(Data for this exercise Opens)

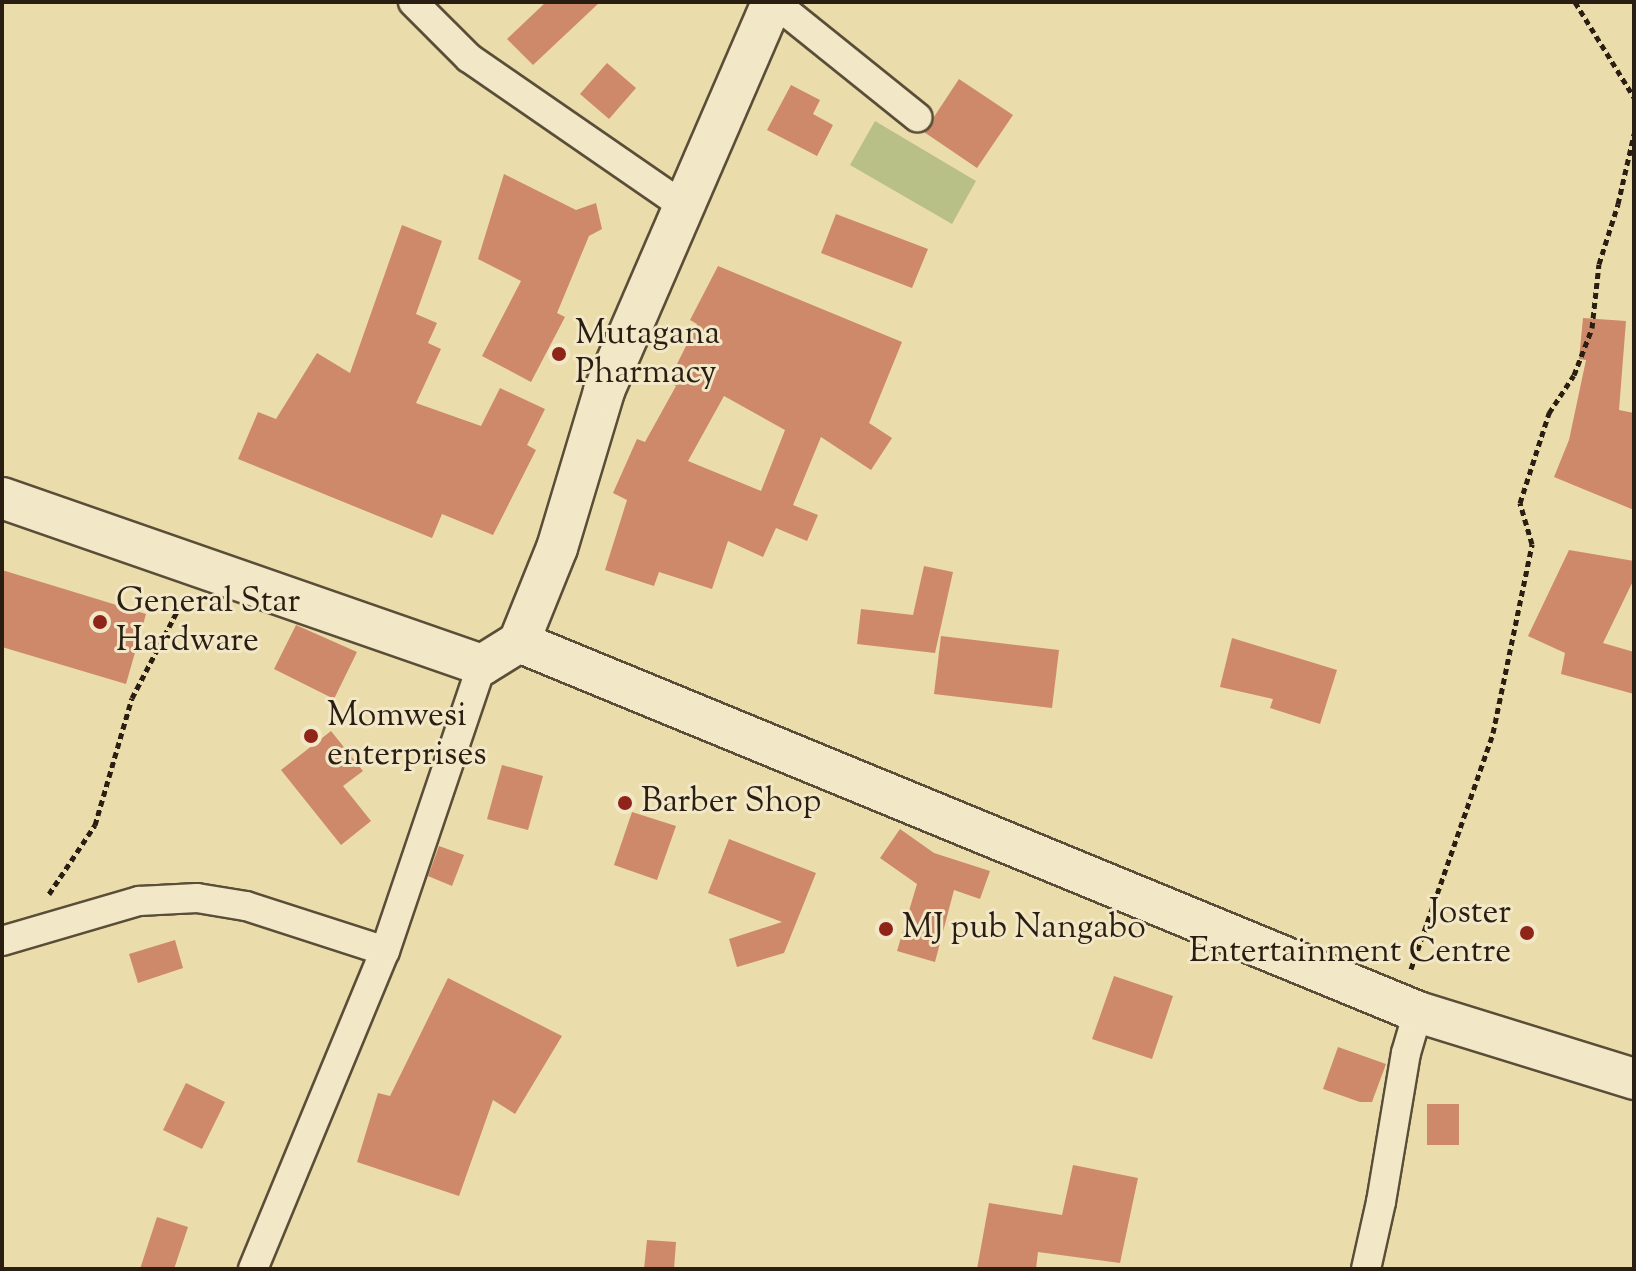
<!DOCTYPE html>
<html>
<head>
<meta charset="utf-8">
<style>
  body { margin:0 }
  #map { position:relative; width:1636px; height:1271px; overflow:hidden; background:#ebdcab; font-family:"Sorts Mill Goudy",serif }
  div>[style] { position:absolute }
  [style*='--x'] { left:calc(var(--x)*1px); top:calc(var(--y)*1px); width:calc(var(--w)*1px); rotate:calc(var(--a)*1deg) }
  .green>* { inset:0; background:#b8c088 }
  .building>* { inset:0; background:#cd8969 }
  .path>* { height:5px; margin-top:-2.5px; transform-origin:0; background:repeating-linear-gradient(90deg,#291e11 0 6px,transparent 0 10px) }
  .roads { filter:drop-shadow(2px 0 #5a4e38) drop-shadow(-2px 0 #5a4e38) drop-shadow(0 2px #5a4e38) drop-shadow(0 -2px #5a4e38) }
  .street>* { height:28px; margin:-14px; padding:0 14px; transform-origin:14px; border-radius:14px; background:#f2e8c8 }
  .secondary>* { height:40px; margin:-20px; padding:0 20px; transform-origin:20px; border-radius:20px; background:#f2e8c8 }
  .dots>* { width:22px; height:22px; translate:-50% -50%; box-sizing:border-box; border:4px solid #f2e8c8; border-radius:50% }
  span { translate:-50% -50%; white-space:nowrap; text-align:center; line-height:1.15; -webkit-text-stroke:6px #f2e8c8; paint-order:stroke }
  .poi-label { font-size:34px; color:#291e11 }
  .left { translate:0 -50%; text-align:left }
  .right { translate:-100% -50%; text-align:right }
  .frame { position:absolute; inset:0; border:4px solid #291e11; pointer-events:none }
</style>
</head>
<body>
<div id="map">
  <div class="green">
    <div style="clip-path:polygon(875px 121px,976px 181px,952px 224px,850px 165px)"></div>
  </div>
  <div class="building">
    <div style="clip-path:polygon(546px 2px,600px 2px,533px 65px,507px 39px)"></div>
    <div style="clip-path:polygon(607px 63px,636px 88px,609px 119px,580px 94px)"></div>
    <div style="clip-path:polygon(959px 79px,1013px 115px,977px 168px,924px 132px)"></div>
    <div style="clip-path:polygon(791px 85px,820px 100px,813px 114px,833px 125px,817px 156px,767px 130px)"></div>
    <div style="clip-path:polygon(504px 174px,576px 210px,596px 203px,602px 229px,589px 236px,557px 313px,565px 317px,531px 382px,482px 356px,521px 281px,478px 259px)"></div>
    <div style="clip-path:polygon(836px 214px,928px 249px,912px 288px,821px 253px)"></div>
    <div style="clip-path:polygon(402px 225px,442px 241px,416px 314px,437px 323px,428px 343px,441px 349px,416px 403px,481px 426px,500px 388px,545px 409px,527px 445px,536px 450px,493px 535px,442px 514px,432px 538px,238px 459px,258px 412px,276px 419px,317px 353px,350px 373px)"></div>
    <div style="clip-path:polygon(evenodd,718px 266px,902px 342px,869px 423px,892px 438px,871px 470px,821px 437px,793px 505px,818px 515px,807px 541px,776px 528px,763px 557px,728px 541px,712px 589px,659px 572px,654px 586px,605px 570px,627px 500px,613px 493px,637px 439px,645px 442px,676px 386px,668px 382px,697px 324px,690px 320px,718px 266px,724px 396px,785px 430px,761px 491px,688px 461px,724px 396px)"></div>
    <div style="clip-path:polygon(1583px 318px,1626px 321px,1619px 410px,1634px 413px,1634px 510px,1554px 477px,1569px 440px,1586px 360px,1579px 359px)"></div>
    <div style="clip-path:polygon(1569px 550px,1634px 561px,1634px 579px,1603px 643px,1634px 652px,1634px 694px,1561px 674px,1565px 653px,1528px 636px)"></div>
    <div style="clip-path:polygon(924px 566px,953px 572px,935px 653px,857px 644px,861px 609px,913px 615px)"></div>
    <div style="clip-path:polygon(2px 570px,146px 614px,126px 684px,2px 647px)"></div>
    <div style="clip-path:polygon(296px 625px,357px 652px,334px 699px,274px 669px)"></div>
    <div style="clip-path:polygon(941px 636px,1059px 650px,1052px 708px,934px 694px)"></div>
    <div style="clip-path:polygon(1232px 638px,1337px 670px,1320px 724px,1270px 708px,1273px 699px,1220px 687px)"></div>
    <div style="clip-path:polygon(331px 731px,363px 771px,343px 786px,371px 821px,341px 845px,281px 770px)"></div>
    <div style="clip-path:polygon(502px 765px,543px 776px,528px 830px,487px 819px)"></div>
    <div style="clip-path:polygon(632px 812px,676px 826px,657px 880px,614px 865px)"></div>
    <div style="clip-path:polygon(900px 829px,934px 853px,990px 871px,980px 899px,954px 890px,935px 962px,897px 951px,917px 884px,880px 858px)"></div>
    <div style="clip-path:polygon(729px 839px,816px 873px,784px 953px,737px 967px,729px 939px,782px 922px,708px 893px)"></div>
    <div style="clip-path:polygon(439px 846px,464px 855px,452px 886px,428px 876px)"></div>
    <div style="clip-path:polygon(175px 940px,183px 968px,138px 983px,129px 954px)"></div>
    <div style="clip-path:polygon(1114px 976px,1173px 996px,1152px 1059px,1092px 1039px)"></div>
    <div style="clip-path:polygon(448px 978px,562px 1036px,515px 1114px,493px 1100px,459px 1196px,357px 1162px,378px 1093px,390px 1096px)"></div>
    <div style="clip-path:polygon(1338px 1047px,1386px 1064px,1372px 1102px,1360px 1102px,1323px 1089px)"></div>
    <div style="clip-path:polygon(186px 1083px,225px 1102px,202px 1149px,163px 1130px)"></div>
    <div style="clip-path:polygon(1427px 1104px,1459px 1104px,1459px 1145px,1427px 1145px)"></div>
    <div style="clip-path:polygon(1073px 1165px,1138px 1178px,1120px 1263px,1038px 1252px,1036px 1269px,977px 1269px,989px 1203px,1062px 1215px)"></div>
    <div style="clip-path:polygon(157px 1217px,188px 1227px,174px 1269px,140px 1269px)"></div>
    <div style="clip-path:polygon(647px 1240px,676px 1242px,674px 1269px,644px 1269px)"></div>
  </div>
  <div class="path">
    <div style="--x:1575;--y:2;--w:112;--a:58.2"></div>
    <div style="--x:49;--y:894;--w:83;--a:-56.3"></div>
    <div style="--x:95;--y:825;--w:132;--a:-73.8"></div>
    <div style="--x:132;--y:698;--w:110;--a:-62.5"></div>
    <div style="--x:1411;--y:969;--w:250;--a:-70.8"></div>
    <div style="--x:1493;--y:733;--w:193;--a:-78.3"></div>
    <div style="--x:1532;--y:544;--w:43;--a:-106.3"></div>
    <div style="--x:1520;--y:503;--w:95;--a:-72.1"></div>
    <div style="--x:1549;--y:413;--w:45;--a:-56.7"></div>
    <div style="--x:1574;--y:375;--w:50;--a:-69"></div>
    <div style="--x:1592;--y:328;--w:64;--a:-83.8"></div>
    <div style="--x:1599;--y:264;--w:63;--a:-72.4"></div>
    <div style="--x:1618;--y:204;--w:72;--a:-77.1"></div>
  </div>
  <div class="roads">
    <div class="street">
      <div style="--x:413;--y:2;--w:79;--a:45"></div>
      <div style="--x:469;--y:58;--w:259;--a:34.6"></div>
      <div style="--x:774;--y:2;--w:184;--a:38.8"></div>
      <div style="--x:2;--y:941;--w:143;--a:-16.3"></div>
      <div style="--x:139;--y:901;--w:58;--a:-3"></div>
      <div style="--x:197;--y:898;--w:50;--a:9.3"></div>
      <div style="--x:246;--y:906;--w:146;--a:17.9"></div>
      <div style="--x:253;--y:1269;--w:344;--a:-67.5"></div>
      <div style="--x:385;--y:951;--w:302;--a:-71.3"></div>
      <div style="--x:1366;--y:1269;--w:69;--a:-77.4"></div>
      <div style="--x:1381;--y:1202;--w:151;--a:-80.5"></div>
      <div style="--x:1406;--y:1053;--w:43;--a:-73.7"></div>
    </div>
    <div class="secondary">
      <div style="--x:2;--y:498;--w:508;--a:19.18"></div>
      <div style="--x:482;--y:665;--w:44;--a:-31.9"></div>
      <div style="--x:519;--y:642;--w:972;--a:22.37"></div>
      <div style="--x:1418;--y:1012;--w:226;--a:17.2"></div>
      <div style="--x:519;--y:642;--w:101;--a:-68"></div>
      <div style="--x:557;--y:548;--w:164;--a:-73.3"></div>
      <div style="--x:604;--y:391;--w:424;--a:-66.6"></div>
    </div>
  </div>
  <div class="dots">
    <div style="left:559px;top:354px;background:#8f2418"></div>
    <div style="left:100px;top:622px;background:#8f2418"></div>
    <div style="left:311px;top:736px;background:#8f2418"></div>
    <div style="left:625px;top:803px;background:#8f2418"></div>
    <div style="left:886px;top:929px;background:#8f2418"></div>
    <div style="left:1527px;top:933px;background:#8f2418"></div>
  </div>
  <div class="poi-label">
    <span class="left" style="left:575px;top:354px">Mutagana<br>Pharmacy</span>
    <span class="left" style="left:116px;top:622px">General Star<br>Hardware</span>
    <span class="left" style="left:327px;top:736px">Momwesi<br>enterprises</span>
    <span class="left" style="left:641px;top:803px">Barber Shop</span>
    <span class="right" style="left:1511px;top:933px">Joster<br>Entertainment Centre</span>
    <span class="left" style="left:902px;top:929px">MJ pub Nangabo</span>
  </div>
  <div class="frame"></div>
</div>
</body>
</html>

(Data for this exercise Closes)

• Problem details: Scan the entries above for the word "roads". Report the lines that hold it.

• Final answer:
  .roads { filter:drop-shadow(2px 0 #5a4e38) drop-shadow(-2px 0 #5a4e38) drop-shadow(0 2px #5a4e38) drop-shadow(0 -2px #5a4e38) }
  <div class="roads">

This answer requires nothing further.